**What the task asks:** Please reproduce the listing in full, exactly as given.

════

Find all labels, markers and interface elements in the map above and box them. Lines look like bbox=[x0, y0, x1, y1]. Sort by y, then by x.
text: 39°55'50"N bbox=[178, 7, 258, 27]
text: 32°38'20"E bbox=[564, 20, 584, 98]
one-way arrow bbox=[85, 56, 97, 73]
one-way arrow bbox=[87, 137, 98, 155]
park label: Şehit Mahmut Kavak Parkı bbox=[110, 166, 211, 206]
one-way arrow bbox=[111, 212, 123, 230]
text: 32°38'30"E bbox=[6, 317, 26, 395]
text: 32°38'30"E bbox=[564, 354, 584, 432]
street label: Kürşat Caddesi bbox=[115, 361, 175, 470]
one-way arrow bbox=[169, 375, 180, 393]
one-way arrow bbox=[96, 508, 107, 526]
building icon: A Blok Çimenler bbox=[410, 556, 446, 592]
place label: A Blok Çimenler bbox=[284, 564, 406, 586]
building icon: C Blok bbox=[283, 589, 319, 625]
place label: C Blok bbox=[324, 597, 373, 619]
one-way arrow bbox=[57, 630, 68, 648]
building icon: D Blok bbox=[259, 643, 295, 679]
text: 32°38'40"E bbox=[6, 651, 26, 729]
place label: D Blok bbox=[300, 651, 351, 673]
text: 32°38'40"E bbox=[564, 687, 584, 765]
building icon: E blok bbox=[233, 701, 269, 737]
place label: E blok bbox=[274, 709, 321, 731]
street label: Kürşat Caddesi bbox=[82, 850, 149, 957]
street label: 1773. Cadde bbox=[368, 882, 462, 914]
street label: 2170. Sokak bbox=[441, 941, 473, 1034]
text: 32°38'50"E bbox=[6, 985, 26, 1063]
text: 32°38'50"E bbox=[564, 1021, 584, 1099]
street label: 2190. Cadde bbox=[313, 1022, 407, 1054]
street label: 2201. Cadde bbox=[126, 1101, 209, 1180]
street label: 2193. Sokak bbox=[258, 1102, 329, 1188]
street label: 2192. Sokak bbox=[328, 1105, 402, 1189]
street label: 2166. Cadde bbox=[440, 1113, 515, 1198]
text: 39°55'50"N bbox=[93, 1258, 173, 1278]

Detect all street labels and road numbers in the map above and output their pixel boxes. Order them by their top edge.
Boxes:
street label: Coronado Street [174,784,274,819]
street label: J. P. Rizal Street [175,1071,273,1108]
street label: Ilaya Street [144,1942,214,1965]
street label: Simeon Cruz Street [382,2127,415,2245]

════

**Solution for this task:**
Find all labels, markers and interface elements in the map above and box them. Lines look like bbox=[x0, y0, x1, y1]. Sort by y, then by x.
text: 39°55'50"N bbox=[178, 7, 258, 27]
text: 32°38'20"E bbox=[564, 20, 584, 98]
one-way arrow bbox=[85, 56, 97, 73]
one-way arrow bbox=[87, 137, 98, 155]
park label: Şehit Mahmut Kavak Parkı bbox=[110, 166, 211, 206]
one-way arrow bbox=[111, 212, 123, 230]
text: 32°38'30"E bbox=[6, 317, 26, 395]
text: 32°38'30"E bbox=[564, 354, 584, 432]
street label: Kürşat Caddesi bbox=[115, 361, 175, 470]
one-way arrow bbox=[169, 375, 180, 393]
one-way arrow bbox=[96, 508, 107, 526]
building icon: A Blok Çimenler bbox=[410, 556, 446, 592]
place label: A Blok Çimenler bbox=[284, 564, 406, 586]
building icon: C Blok bbox=[283, 589, 319, 625]
place label: C Blok bbox=[324, 597, 373, 619]
one-way arrow bbox=[57, 630, 68, 648]
building icon: D Blok bbox=[259, 643, 295, 679]
text: 32°38'40"E bbox=[6, 651, 26, 729]
place label: D Blok bbox=[300, 651, 351, 673]
text: 32°38'40"E bbox=[564, 687, 584, 765]
building icon: E blok bbox=[233, 701, 269, 737]
place label: E blok bbox=[274, 709, 321, 731]
street label: Kürşat Caddesi bbox=[82, 850, 149, 957]
street label: 1773. Cadde bbox=[368, 882, 462, 914]
street label: 2170. Sokak bbox=[441, 941, 473, 1034]
text: 32°38'50"E bbox=[6, 985, 26, 1063]
text: 32°38'50"E bbox=[564, 1021, 584, 1099]
street label: 2190. Cadde bbox=[313, 1022, 407, 1054]
street label: 2201. Cadde bbox=[126, 1101, 209, 1180]
street label: 2193. Sokak bbox=[258, 1102, 329, 1188]
street label: 2192. Sokak bbox=[328, 1105, 402, 1189]
street label: 2166. Cadde bbox=[440, 1113, 515, 1198]
text: 39°55'50"N bbox=[93, 1258, 173, 1278]

Detect all street labels and road numbers in the map above and output their pixel boxes. Order them by their top edge.
Boxes:
street label: Coronado Street [174,784,274,819]
street label: J. P. Rizal Street [175,1071,273,1108]
street label: Ilaya Street [144,1942,214,1965]
street label: Simeon Cruz Street [382,2127,415,2245]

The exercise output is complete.